=== Begin Enclosure ===
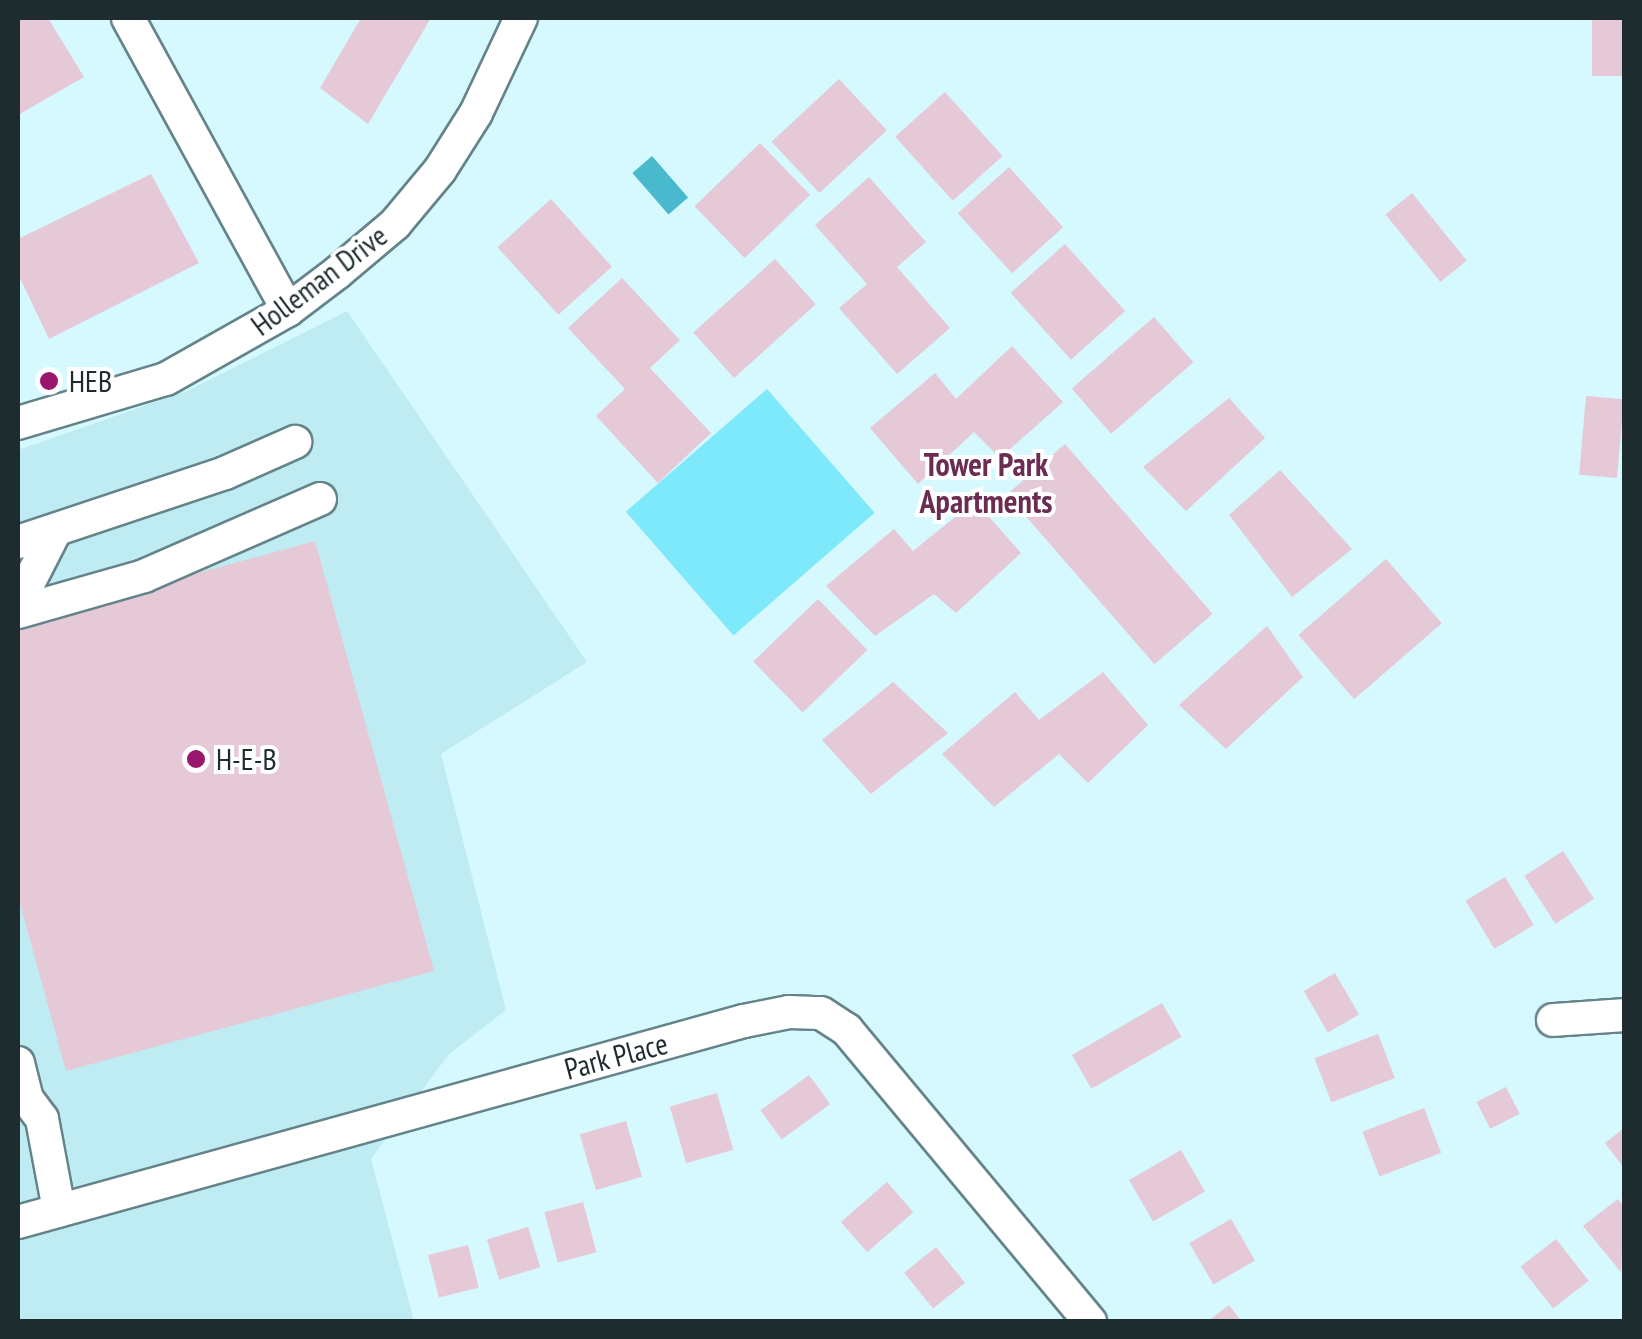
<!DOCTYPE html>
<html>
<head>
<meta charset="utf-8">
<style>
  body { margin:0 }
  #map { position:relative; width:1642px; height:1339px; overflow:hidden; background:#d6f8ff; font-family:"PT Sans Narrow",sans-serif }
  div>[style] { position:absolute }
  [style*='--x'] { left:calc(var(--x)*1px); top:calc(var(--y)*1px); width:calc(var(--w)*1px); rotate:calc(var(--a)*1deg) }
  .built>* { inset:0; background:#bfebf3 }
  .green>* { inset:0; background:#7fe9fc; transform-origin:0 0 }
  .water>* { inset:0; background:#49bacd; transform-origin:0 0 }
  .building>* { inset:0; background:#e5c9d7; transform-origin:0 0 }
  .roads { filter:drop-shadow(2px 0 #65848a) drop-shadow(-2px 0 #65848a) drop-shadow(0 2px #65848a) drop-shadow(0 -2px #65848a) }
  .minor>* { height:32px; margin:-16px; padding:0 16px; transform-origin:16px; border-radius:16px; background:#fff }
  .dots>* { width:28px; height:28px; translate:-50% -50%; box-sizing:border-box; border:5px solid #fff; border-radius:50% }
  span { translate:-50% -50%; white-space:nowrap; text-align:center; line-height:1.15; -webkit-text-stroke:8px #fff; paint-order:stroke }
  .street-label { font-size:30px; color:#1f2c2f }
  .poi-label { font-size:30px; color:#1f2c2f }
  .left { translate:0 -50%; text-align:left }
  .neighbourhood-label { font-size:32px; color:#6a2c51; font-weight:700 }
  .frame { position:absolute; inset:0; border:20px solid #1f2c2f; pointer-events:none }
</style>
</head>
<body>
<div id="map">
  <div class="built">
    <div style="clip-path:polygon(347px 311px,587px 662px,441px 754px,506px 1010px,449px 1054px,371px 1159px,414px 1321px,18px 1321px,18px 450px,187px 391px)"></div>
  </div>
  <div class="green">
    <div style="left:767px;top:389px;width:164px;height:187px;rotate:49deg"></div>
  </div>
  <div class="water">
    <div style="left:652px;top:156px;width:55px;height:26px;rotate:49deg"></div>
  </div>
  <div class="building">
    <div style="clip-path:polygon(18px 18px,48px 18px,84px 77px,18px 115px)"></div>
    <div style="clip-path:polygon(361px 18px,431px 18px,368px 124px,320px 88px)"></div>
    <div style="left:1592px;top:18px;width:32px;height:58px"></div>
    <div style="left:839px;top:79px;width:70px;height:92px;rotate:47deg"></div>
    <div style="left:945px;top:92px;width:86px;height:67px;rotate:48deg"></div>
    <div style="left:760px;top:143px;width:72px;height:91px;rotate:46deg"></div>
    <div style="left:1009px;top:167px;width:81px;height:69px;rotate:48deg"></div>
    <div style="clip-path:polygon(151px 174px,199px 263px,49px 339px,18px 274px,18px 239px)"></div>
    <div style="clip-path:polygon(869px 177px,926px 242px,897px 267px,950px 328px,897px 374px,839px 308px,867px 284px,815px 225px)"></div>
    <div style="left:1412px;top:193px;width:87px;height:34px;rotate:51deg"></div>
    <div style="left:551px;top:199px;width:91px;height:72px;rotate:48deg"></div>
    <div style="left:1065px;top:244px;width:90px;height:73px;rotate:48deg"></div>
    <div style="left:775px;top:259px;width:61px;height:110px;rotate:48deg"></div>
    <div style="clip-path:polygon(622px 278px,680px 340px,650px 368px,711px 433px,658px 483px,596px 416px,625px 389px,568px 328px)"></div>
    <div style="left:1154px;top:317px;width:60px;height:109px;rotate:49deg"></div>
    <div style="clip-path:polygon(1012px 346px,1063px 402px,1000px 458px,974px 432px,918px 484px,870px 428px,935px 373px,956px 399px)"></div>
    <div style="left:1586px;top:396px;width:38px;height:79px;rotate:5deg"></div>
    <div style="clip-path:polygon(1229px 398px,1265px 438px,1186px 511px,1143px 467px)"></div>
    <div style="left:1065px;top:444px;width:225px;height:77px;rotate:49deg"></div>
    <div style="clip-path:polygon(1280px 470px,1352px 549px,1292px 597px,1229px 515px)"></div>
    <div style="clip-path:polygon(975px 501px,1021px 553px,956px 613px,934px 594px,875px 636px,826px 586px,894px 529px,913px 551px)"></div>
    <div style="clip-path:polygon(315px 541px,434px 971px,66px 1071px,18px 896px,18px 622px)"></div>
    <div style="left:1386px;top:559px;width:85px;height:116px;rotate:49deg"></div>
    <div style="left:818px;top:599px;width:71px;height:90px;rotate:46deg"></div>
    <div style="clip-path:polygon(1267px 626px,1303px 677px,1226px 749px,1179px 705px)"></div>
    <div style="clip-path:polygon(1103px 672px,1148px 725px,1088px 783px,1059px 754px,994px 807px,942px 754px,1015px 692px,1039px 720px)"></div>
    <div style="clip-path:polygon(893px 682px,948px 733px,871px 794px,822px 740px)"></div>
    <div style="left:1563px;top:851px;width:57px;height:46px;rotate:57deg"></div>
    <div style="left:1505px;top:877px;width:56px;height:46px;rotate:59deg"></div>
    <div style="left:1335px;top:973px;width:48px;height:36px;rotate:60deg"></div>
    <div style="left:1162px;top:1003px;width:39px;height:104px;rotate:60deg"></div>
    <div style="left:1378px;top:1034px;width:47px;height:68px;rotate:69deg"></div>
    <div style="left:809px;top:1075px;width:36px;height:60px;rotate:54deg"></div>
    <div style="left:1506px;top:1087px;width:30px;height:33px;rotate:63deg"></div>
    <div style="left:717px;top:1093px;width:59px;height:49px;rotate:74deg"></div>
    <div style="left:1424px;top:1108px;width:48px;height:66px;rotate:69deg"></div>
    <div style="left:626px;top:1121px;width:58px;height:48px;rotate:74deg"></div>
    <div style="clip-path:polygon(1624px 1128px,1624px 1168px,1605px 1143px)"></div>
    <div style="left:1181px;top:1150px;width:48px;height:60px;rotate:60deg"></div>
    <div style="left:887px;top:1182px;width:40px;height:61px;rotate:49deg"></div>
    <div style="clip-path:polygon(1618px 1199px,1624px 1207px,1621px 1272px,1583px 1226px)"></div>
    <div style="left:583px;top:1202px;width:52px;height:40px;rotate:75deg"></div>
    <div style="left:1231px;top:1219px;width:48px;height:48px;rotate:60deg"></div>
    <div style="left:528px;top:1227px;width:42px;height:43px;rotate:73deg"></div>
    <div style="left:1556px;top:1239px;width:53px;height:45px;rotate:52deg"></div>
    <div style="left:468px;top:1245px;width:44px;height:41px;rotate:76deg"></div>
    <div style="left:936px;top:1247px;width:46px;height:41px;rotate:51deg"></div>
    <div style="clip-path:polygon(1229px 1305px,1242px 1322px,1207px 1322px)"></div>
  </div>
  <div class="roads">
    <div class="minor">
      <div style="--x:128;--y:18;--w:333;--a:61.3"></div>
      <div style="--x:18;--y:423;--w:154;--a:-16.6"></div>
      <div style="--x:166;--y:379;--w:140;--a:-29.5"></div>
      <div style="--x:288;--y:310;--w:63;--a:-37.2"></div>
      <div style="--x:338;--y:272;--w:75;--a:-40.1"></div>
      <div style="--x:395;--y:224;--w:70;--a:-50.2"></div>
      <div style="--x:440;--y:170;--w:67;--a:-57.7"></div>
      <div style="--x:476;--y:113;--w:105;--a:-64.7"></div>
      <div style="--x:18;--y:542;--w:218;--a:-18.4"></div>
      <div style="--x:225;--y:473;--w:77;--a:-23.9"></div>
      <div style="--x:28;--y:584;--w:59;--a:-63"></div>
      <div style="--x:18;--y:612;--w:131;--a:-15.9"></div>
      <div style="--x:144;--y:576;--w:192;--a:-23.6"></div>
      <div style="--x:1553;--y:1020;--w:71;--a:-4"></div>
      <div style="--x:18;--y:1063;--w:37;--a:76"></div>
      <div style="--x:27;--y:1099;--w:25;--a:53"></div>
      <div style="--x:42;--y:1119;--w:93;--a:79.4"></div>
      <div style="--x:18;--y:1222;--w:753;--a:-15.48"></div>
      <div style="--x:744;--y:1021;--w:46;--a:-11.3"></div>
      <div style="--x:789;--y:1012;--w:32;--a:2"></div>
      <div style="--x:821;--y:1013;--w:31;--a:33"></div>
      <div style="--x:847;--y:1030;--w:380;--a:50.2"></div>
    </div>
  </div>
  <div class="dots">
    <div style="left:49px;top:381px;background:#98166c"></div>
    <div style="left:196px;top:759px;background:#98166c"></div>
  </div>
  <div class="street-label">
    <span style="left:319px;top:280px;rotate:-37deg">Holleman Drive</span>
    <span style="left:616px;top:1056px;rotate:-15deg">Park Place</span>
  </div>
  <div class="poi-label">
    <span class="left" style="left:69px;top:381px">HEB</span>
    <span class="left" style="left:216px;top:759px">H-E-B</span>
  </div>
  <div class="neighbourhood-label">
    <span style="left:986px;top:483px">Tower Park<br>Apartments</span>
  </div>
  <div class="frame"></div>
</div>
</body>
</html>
=== End Enclosure ===
=== Begin Enclosure ===
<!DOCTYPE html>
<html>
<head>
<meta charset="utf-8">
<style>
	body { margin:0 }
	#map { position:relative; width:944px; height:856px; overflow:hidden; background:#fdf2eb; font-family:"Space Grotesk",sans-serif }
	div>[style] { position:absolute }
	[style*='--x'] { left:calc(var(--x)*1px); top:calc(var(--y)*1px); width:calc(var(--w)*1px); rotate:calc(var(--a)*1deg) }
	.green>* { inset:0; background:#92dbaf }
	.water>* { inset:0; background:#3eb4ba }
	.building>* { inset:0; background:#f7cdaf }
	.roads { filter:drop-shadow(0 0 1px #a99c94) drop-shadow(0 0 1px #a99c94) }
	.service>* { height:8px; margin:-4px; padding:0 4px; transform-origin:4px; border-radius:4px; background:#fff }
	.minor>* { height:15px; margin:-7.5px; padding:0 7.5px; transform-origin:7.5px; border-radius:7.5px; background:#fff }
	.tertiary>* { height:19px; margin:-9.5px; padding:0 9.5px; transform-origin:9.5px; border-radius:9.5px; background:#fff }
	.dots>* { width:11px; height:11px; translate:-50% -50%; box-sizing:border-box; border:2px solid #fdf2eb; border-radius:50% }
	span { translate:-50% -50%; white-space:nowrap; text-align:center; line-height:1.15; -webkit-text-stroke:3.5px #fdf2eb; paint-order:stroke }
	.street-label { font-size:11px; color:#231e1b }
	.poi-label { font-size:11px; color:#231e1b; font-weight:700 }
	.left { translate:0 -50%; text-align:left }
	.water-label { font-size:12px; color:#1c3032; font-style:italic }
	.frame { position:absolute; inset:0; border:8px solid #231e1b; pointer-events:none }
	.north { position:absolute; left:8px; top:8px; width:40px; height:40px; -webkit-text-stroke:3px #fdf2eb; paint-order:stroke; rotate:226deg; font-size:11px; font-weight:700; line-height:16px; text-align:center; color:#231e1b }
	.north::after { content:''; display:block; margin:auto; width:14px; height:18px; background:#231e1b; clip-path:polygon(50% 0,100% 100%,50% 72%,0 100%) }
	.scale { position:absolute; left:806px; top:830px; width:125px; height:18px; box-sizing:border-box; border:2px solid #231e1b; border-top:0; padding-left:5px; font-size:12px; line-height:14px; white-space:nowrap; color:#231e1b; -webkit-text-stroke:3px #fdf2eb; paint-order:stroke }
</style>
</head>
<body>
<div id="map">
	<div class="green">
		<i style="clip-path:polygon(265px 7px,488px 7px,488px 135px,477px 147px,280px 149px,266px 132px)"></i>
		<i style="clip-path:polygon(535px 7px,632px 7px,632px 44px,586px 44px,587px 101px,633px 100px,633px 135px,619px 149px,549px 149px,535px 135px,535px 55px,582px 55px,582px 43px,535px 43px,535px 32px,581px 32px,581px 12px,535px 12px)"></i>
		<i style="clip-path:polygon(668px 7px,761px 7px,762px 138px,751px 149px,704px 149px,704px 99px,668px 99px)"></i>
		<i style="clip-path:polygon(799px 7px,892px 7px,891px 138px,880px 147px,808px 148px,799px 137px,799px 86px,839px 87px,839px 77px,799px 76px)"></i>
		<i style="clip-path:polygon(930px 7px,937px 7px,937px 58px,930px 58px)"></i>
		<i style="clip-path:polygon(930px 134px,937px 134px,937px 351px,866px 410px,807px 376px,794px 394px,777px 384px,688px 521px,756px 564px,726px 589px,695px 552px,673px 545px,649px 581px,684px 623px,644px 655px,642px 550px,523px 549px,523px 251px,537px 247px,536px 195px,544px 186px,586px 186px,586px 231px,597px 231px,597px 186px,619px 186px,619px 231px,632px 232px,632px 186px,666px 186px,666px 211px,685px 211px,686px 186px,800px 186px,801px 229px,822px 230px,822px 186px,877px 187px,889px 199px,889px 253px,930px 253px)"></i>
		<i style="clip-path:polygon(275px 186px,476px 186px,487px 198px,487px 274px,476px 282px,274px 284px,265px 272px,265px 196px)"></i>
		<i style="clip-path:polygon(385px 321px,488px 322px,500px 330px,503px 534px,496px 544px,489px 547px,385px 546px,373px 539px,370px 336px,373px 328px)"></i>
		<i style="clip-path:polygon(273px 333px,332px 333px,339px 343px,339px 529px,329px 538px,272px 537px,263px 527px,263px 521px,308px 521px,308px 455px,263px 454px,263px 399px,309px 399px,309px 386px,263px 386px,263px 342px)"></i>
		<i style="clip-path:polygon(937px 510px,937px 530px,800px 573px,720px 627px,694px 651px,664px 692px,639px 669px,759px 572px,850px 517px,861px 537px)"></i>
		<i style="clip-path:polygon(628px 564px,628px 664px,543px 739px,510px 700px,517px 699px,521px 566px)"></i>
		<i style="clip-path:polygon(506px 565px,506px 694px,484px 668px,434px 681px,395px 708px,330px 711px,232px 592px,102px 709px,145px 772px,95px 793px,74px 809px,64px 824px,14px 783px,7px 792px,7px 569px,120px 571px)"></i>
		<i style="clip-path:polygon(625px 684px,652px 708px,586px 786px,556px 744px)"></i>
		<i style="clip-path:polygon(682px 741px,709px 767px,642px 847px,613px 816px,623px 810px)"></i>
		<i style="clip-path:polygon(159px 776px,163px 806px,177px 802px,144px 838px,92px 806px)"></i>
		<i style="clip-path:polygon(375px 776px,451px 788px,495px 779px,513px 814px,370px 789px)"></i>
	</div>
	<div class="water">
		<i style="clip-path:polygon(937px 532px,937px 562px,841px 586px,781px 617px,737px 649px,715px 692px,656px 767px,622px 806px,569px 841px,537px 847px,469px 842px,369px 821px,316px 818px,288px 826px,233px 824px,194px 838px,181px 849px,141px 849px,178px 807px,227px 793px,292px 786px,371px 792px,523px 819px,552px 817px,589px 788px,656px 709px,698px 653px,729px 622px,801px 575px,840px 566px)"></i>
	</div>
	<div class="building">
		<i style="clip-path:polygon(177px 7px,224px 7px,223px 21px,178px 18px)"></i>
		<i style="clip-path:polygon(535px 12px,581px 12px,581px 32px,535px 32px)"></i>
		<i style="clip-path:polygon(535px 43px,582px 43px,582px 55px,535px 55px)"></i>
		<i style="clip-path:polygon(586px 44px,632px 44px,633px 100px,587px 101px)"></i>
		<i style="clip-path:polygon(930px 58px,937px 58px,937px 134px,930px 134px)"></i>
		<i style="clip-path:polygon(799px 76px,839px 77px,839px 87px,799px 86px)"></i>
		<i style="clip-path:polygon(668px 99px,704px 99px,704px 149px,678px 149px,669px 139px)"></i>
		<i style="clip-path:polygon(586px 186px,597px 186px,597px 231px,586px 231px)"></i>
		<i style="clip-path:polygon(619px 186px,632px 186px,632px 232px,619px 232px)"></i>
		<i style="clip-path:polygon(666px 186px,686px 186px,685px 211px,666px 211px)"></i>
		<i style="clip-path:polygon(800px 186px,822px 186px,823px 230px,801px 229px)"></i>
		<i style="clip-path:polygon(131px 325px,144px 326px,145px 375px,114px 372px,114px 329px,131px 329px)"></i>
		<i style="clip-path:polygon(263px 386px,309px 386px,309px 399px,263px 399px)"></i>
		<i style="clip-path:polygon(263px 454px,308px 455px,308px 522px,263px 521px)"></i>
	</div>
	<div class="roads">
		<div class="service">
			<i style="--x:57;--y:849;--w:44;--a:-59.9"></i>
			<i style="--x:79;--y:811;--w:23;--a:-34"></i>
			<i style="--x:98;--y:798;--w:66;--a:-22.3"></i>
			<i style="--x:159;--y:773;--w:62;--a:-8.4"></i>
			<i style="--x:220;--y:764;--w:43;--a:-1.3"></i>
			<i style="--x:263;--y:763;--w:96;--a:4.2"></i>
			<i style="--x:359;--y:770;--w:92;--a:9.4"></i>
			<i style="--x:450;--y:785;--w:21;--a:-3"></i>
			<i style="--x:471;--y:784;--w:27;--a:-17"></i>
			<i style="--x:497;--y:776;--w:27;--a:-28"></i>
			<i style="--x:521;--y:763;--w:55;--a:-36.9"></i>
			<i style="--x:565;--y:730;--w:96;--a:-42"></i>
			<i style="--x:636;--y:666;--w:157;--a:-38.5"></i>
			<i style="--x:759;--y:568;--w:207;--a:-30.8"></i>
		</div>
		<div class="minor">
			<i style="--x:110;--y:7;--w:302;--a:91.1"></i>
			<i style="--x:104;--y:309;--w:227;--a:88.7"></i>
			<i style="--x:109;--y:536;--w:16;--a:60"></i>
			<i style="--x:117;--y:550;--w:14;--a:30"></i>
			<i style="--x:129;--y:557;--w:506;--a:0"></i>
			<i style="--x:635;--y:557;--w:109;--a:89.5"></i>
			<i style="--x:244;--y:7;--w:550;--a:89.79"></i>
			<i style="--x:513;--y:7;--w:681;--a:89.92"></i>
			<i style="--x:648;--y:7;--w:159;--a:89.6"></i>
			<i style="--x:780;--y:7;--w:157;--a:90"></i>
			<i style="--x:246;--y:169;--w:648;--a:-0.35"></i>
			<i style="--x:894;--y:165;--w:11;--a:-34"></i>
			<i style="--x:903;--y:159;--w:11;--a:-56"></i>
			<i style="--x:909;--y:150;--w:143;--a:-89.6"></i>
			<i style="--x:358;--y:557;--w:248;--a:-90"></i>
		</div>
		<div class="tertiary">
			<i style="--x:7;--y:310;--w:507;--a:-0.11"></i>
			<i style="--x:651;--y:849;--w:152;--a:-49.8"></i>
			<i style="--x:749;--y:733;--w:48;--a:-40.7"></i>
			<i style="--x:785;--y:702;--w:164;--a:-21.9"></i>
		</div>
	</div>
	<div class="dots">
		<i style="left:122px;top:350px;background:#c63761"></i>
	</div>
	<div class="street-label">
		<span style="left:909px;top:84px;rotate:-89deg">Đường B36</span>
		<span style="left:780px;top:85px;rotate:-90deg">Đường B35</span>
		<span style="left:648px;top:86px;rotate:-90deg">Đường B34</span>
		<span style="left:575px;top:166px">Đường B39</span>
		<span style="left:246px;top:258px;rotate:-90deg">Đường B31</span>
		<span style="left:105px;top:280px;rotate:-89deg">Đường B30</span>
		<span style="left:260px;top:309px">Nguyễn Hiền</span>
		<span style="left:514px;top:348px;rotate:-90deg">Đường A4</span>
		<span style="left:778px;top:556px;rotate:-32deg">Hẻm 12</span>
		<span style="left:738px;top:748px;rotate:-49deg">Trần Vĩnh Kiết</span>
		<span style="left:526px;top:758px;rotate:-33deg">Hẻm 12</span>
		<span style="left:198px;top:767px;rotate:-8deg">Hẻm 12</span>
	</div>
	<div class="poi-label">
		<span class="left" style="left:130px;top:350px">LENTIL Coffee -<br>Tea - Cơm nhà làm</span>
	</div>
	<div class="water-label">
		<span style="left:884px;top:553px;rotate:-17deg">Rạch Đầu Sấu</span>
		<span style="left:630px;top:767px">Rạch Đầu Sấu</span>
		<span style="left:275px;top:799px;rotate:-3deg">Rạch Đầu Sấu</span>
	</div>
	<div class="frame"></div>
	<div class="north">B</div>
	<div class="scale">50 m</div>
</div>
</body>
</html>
=== End Enclosure ===
## BRIEF
Proceeding from the line containing "height:8px; margin:-4px; padding:0" through the line containing "font-size:11px; color:#231e1b; font-weight:700", transcribe the lines above exactly, both end lines included.

## SOLUTION TO THE EXERCISE
	.service>* { height:8px; margin:-4px; padding:0 4px; transform-origin:4px; border-radius:4px; background:#fff }
	.minor>* { height:15px; margin:-7.5px; padding:0 7.5px; transform-origin:7.5px; border-radius:7.5px; background:#fff }
	.tertiary>* { height:19px; margin:-9.5px; padding:0 9.5px; transform-origin:9.5px; border-radius:9.5px; background:#fff }
	.dots>* { width:11px; height:11px; translate:-50% -50%; box-sizing:border-box; border:2px solid #fdf2eb; border-radius:50% }
	span { translate:-50% -50%; white-space:nowrap; text-align:center; line-height:1.15; -webkit-text-stroke:3.5px #fdf2eb; paint-order:stroke }
	.street-label { font-size:11px; color:#231e1b }
	.poi-label { font-size:11px; color:#231e1b; font-weight:700 }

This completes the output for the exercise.